**WHAT IS NEEDED**
Apart from the pictures, every line below is to be set down exactly.

**RECORD EXCERPTS**

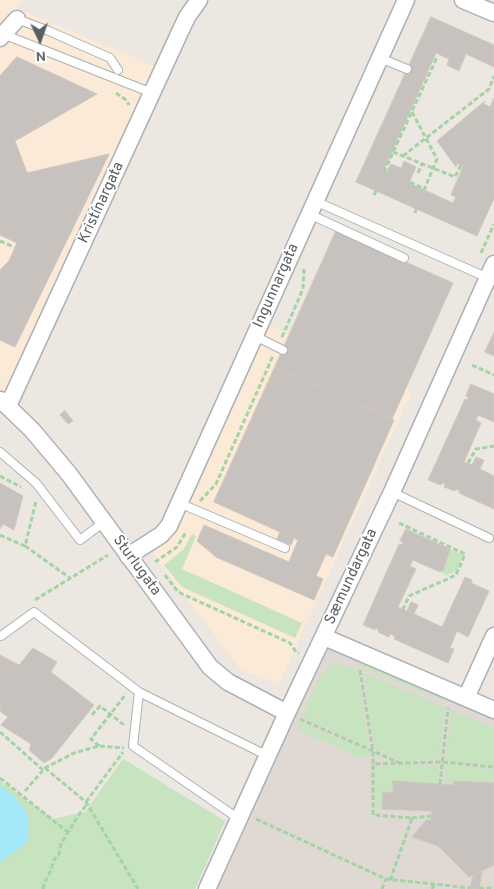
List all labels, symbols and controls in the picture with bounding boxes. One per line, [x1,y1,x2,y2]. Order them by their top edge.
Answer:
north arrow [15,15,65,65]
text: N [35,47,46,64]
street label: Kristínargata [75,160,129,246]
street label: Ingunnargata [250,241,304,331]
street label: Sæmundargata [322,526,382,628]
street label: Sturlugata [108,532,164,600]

**RESULT BELOW**
List all labels, symbols and controls in the picture with bounding boxes. One per line, [x1,y1,x2,y2]. Order them by their top edge.
Answer:
north arrow [15,15,65,65]
text: N [35,47,46,64]
street label: Kristínargata [75,160,129,246]
street label: Ingunnargata [250,241,304,331]
street label: Sæmundargata [322,526,382,628]
street label: Sturlugata [108,532,164,600]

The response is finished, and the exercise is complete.